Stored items
● ● ● ● ●

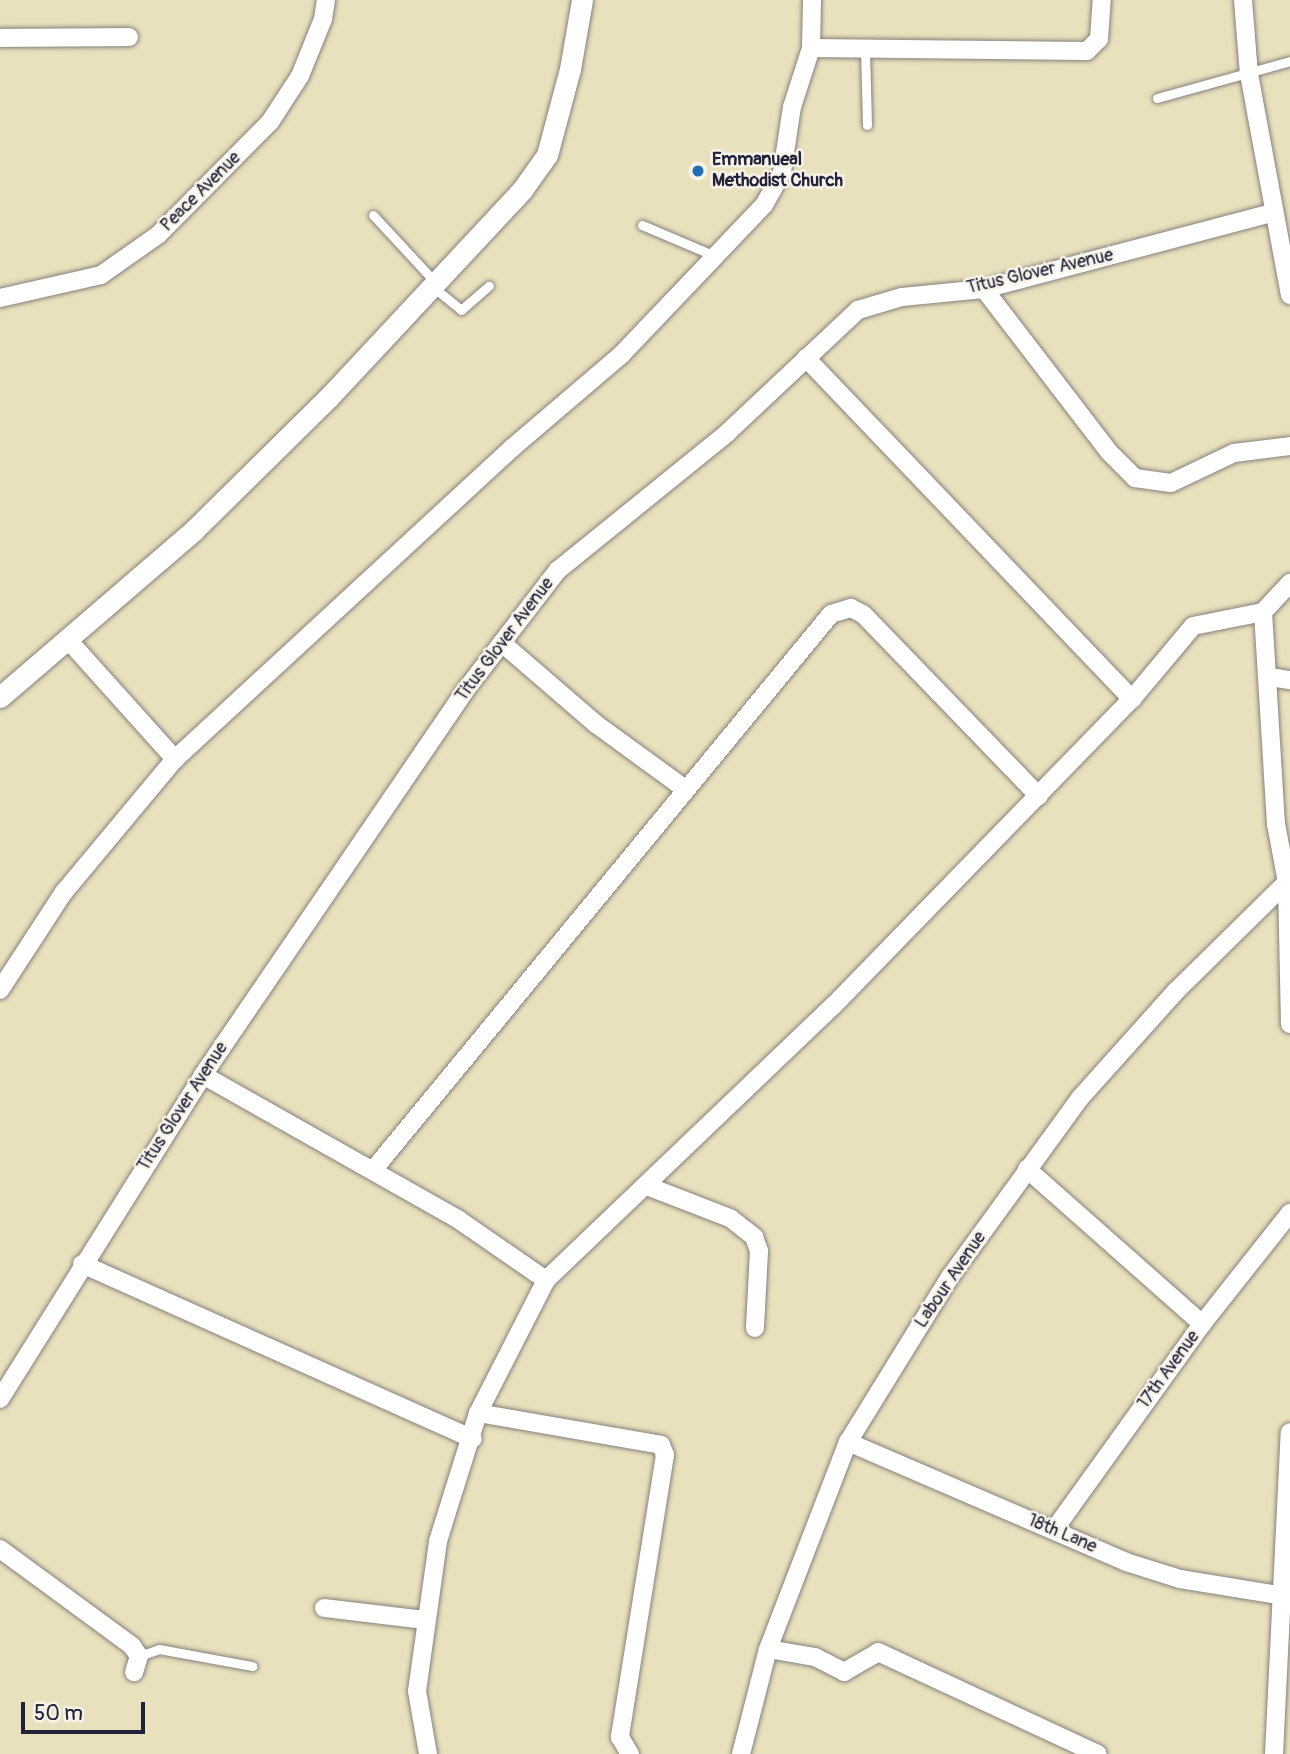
<!DOCTYPE html>
<style>
body{margin:0}
#map{position:relative;width:1290px;height:1754px;overflow:hidden;background:#e9e0bd;font-family:Pangolin,sans-serif}
div>[style]{position:absolute}
.roads{filter:drop-shadow(0 0 2px #86817c) drop-shadow(0 0 2px #86817c)}
.service>*{height:9px;margin:-4.5px;padding:0 4.5px;transform-origin:4.5px;border-radius:4.5px;background:#fff}
.minor>*{height:18px;margin:-9px;padding:0 9px;transform-origin:9px;border-radius:9px;background:#fff}
.tertiary>*{height:21px;margin:-10.5px;padding:0 10.5px;transform-origin:10.5px;border-radius:10.5px;background:#fff}
.dots>*{width:19px;height:19px;translate:-50% -50%;box-sizing:border-box;border:4px solid #f7f3e8;border-radius:50%}
span{translate:-50% -50%;white-space:nowrap;text-align:center;line-height:1.15;-webkit-text-stroke:5px #f7f3e8;paint-order:stroke}
.poi-label{font-size:18px;color:#22223b;font-weight:700}
.left{translate:0 -50%;text-align:left}
.street-label{font-size:18px;color:#22223b}
.scale{position:absolute;left:21px;top:1702px;width:124px;height:32px;box-sizing:border-box;border:4px solid #22223b;border-top:0;padding-left:9px;font-size:21px;line-height:24px;white-space:nowrap;color:#22223b;-webkit-text-stroke:5px #f7f3e8;paint-order:stroke}
</style>
<div id="map">
<div class="roads">
<div class="service">
<i style="left:865px;top:49px;width:76px;rotate:88.5deg"></i>
<i style="left:1157px;top:98px;width:138px;rotate:-15.5deg"></i>
<i style="left:373px;top:215px;width:93px;rotate:47.2deg"></i>
<i style="left:642px;top:225px;width:79px;rotate:23deg"></i>
<i style="left:433px;top:287px;width:36px;rotate:39deg"></i>
<i style="left:461px;top:310px;width:37px;rotate:-41deg"></i>
<i style="left:139px;top:1656px;width:21px;rotate:-19deg"></i>
<i style="left:159px;top:1649px;width:95px;rotate:10.4deg"></i>
</div>
<div class="minor">
<i style="left:1243px;top:0;width:74px;rotate:85.4deg"></i>
<i style="left:1249px;top:74px;width:225px;rotate:79.5deg"></i>
<i style="left:0;top:38px;width:129px;rotate:-0.4deg"></i>
<i style="left:811px;top:48px;width:276px;rotate:0.6deg"></i>
<i style="left:1087px;top:51px;width:17px;rotate:-45deg"></i>
<i style="left:1099px;top:39px;width:39px;rotate:-86deg"></i>
<i style="left:984px;top:289px;width:205px;rotate:52.5deg"></i>
<i style="left:1109px;top:452px;width:37px;rotate:45deg"></i>
<i style="left:1135px;top:478px;width:36px;rotate:8deg"></i>
<i style="left:1171px;top:483px;width:70px;rotate:-25.5deg"></i>
<i style="left:1234px;top:453px;width:56px;rotate:-7.1deg"></i>
<i style="left:0;top:298px;width:104px;rotate:-12.8deg"></i>
<i style="left:101px;top:275px;width:70px;rotate:-35.1deg"></i>
<i style="left:158px;top:235px;width:159px;rotate:-45.3deg"></i>
<i style="left:270px;top:122px;width:55px;rotate:-56.9deg"></i>
<i style="left:300px;top:76px;width:61px;rotate:-68deg"></i>
<i style="left:323px;top:19px;width:19px;rotate:-81deg"></i>
<i style="left:806px;top:358px;width:472px;rotate:46.3deg"></i>
<i style="left:1263px;top:612px;width:212px;rotate:86.5deg"></i>
<i style="left:1276px;top:824px;width:59px;rotate:79.3deg"></i>
<i style="left:1287px;top:882px;width:142px;rotate:88.8deg"></i>
<i style="left:69px;top:641px;width:159px;rotate:48.1deg"></i>
<i style="left:502px;top:643px;width:124px;rotate:40.8deg"></i>
<i style="left:596px;top:724px;width:110px;rotate:36.1deg"></i>
<i style="left:1270px;top:677px;width:20px;rotate:9deg"></i>
<i style="left:0;top:990px;width:117px;rotate:-56.9deg"></i>
<i style="left:64px;top:892px;width:173px;rotate:-50.2deg"></i>
<i style="left:175px;top:759px;width:459px;rotate:-42.7deg"></i>
<i style="left:512px;top:448px;width:143px;rotate:-40.5deg"></i>
<i style="left:621px;top:355px;width:207px;rotate:-46.4deg"></i>
<i style="left:764px;top:205px;width:38px;rotate:-61deg"></i>
<i style="left:782px;top:172px;width:66px;rotate:-81.3deg"></i>
<i style="left:792px;top:107px;width:62px;rotate:-72.1deg"></i>
<i style="left:811px;top:48px;width:48px;rotate:-88.8deg"></i>
<i style="left:203px;top:1075px;width:294px;rotate:29.5deg"></i>
<i style="left:459px;top:1220px;width:106px;rotate:34.6deg"></i>
<i style="left:374px;top:1169px;width:719px;rotate:-50.53deg"></i>
<i style="left:831px;top:614px;width:21px;rotate:-17deg"></i>
<i style="left:851px;top:608px;width:13px;rotate:27deg"></i>
<i style="left:863px;top:614px;width:253px;rotate:46deg"></i>
<i style="left:1027px;top:1169px;width:234px;rotate:41.5deg"></i>
<i style="left:647px;top:1186px;width:89px;rotate:21.1deg"></i>
<i style="left:730px;top:1218px;width:31px;rotate:38deg"></i>
<i style="left:754px;top:1237px;width:15px;rotate:70deg"></i>
<i style="left:759px;top:1251px;width:77px;rotate:93deg"></i>
<i style="left:82px;top:1264px;width:428px;rotate:24.1deg"></i>
<i style="left:0;top:1399px;width:382px;rotate:-57.9deg"></i>
<i style="left:203px;top:1075px;width:463px;rotate:-55.7deg"></i>
<i style="left:464px;top:692px;width:154px;rotate:-52.4deg"></i>
<i style="left:558px;top:570px;width:218px;rotate:-39deg"></i>
<i style="left:727px;top:433px;width:180px;rotate:-43.2deg"></i>
<i style="left:858px;top:310px;width:46px;rotate:-16.5deg"></i>
<i style="left:902px;top:297px;width:82px;rotate:-5.6deg"></i>
<i style="left:984px;top:289px;width:298px;rotate:-14.8deg"></i>
<i style="left:478px;top:1413px;width:186px;rotate:9.9deg"></i>
<i style="left:661px;top:1445px;width:11px;rotate:68deg"></i>
<i style="left:665px;top:1455px;width:286px;rotate:99.1deg"></i>
<i style="left:620px;top:1737px;width:20px;rotate:60deg"></i>
<i style="left:848px;top:1442px;width:303px;rotate:23.3deg"></i>
<i style="left:1126px;top:1562px;width:57px;rotate:17.5deg"></i>
<i style="left:1180px;top:1579px;width:111px;rotate:9.3deg"></i>
<i style="left:1054px;top:1530px;width:254px;rotate:-54.3deg"></i>
<i style="left:1202px;top:1324px;width:142px;rotate:-51.6deg"></i>
<i style="left:0;top:1549px;width:164px;rotate:36.3deg"></i>
<i style="left:132px;top:1646px;width:12px;rotate:55deg"></i>
<i style="left:139px;top:1656px;width:17px;rotate:107deg"></i>
<i style="left:324px;top:1608px;width:101px;rotate:6.8deg"></i>
<i style="left:768px;top:1649px;width:48px;rotate:9.7deg"></i>
<i style="left:815px;top:1657px;width:33px;rotate:27deg"></i>
<i style="left:844px;top:1672px;width:39px;rotate:-30deg"></i>
<i style="left:878px;top:1652px;width:242px;rotate:24.9deg"></i>
<i style="left:428px;top:1754px;width:64px;rotate:-99.9deg"></i>
<i style="left:417px;top:1691px;width:151px;rotate:-82deg"></i>
<i style="left:438px;top:1541px;width:134px;rotate:-72.6deg"></i>
<i style="left:478px;top:1413px;width:149px;rotate:-62.9deg"></i>
<i style="left:546px;top:1280px;width:397px;rotate:-43.7deg"></i>
<i style="left:833px;top:1006px;width:429px;rotate:-45.8deg"></i>
<i style="left:1132px;top:699px;width:95px;rotate:-50.1deg"></i>
<i style="left:1193px;top:626px;width:71px;rotate:-11.3deg"></i>
<i style="left:1263px;top:612px;width:40px;rotate:-47deg"></i>
<i style="left:741px;top:1754px;width:108px;rotate:-75.6deg"></i>
<i style="left:768px;top:1649px;width:222px;rotate:-68.9deg"></i>
<i style="left:848px;top:1442px;width:194px;rotate:-58.3deg"></i>
<i style="left:950px;top:1277px;width:221px;rotate:-54deg"></i>
<i style="left:1080px;top:1098px;width:144px;rotate:-48.1deg"></i>
<i style="left:1176px;top:991px;width:156px;rotate:-44.5deg"></i>
<i style="left:1274px;top:1754px;width:322px;rotate:-87.2deg"></i>
</div>
<div class="tertiary">
<i style="left:0;top:697px;width:256px;rotate:-40.7deg"></i>
<i style="left:194px;top:530px;width:190px;rotate:-44.6deg"></i>
<i style="left:329px;top:397px;width:283px;rotate:-47deg"></i>
<i style="left:522px;top:190px;width:43px;rotate:-54.5deg"></i>
<i style="left:547px;top:155px;width:89px;rotate:-75deg"></i>
<i style="left:570px;top:69px;width:70px;rotate:-80.1deg"></i>
</div>
</div>
<div class="dots">
<i style="left:698px;top:171px;background:#1f6fb2"></i>
</div>
<div class="poi-label">
<span class="left" style="left:712px;top:171px">Emmanueal<br>Methodist Church</span>
</div>
<div class="street-label">
<span style="left:201px;top:192px;rotate:-45deg">Peace Avenue</span>
<span style="left:1040px;top:272px;rotate:-13deg">Titus Glover Avenue</span>
<span style="left:505px;top:640px;rotate:-53deg">Titus Glover Avenue</span>
<span style="left:183px;top:1107px;rotate:-57deg">Titus Glover Avenue</span>
<span style="left:951px;top:1280px;rotate:-56deg">Labour Avenue</span>
<span style="left:1169px;top:1370px;rotate:-54deg">17th Avenue</span>
<span style="left:1062px;top:1534px;rotate:23deg">18th Lane</span>
</div>
<div class="scale">50 m</div>
</div>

● ● ● ● ●

Print exactly the lines running from the start of the entries above to the line with "2px #86817c) drop-shadow(0", both included; leave out any pictures.

SOLVED EXERCISE:
<!DOCTYPE html>
<style>
body{margin:0}
#map{position:relative;width:1290px;height:1754px;overflow:hidden;background:#e9e0bd;font-family:Pangolin,sans-serif}
div>[style]{position:absolute}
.roads{filter:drop-shadow(0 0 2px #86817c) drop-shadow(0 0 2px #86817c)}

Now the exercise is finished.